Кэти покачалась на каблуках взад-вперед, а в ее глазах мелькнул живейший интерес:

– Так, значит, те пластиковые кувшины, что стоят в чулане, полные глиняных черепков… Эти осколки – музейные экспонаты?

– Точно!

Убедившись в том, что я ее не разыгрываю, Кэти воззрилась на черепки с еще большим любопытством. А те, что я нашел только что, омытые дождем, так заманчиво блестели! Кэти держала зонтик над нашими головами, взяв меня под руку. Мы шли рядом, прижавшись друг к другу, увязая в мокрой земле, словно двое влюбленных, вернее – двое ребятишек, которых пленил блеск этих осколков прошлого, рукотворных частиц истории, которая, в свою очередь, – частица истории всемирной.
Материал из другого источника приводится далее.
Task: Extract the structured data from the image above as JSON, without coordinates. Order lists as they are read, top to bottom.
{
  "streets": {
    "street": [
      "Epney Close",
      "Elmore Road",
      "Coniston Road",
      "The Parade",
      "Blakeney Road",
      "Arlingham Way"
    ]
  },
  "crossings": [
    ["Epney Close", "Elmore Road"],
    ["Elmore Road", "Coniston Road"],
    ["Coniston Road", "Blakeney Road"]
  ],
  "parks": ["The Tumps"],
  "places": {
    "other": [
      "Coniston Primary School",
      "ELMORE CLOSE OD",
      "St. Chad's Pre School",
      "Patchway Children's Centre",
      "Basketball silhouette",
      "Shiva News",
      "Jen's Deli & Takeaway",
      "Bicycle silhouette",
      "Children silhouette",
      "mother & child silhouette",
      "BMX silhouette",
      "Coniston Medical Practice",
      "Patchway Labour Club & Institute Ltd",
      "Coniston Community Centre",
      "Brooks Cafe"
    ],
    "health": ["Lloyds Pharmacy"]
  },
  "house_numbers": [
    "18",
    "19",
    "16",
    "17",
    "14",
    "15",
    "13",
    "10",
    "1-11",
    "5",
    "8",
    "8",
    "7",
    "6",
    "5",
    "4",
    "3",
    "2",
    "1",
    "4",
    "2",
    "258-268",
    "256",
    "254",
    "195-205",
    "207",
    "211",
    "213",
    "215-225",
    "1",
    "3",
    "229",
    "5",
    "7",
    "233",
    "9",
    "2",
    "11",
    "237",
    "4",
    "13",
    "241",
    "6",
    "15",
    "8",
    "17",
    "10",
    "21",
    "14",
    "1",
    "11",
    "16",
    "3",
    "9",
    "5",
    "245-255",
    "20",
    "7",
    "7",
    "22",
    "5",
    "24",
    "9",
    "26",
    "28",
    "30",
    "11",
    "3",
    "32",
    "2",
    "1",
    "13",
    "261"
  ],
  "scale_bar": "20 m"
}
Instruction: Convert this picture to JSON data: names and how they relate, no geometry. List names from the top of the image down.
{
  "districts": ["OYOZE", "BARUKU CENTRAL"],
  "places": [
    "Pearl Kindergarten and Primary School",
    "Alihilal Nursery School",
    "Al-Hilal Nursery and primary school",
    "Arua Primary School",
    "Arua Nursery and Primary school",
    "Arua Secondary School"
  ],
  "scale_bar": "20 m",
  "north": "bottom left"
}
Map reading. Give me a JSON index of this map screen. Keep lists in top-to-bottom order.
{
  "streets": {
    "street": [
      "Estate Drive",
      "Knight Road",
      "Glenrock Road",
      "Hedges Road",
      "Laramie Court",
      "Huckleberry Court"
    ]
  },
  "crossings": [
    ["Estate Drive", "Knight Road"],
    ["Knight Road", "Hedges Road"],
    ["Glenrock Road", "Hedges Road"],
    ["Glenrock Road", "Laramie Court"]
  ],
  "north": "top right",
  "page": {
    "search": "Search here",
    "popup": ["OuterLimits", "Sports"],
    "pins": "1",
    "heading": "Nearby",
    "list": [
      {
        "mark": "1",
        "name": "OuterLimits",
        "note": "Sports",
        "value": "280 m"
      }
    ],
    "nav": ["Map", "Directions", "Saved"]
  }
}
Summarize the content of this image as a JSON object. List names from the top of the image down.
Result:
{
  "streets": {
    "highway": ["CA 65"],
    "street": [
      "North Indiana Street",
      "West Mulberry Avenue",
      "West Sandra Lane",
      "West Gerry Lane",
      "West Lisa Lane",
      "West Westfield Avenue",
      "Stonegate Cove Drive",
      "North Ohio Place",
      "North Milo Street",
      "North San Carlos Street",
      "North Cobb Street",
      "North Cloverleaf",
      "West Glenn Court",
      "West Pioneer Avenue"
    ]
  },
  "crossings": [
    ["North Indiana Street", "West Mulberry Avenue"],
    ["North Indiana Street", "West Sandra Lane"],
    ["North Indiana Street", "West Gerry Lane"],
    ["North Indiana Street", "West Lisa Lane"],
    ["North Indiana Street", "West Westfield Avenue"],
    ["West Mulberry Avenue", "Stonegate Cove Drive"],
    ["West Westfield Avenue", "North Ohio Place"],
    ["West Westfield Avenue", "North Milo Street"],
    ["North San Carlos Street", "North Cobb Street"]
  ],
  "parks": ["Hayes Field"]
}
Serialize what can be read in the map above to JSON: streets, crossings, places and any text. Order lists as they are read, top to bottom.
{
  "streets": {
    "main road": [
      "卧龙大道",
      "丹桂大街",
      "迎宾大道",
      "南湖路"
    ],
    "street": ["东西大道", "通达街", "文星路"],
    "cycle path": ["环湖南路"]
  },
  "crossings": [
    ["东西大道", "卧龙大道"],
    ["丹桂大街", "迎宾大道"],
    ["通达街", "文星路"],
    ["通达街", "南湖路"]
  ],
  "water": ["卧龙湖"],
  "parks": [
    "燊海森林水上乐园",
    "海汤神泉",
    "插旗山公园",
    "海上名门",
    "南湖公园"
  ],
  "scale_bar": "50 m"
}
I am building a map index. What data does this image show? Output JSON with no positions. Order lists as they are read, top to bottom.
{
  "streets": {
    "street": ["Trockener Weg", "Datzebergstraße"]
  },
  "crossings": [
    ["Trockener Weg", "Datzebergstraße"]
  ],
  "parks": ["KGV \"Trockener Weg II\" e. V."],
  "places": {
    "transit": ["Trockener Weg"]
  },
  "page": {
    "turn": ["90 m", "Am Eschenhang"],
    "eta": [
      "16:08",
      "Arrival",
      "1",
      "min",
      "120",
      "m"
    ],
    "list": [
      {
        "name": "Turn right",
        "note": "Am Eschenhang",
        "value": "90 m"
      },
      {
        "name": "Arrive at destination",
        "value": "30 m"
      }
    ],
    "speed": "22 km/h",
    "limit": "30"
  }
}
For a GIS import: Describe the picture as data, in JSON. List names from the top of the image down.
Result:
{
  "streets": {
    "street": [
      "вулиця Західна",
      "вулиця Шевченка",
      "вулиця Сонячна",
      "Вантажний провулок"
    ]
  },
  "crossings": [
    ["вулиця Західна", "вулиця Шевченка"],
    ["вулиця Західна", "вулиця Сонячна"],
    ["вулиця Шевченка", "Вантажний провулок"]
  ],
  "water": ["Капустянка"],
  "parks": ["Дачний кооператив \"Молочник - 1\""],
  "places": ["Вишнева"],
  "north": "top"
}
А потом она уронила зонтик, и дождь получил возможность омывать и нас.

Глава 34

Джейс вышел из коттеджа с коробкой ванильных вафель в руках, запуская в нее руку едва ли не по локоть. Когда Кэти еще спала, он, наверное, проголодался, но ничего съестного, кроме вафель, не нашел.

– Дядя Так, давайте поиграем в шахматы! – попросил он.

– Ладно, – немного поколебавшись, согласился я, – встретимся через пять минут.

Джейс исчез, а я, почистив стойло Глю и выбросив навоз в большое ведро, громко окликнул Мэтта, который купался в цистерне:

– Ты не возражаешь, если я позаимствую твои шахматы?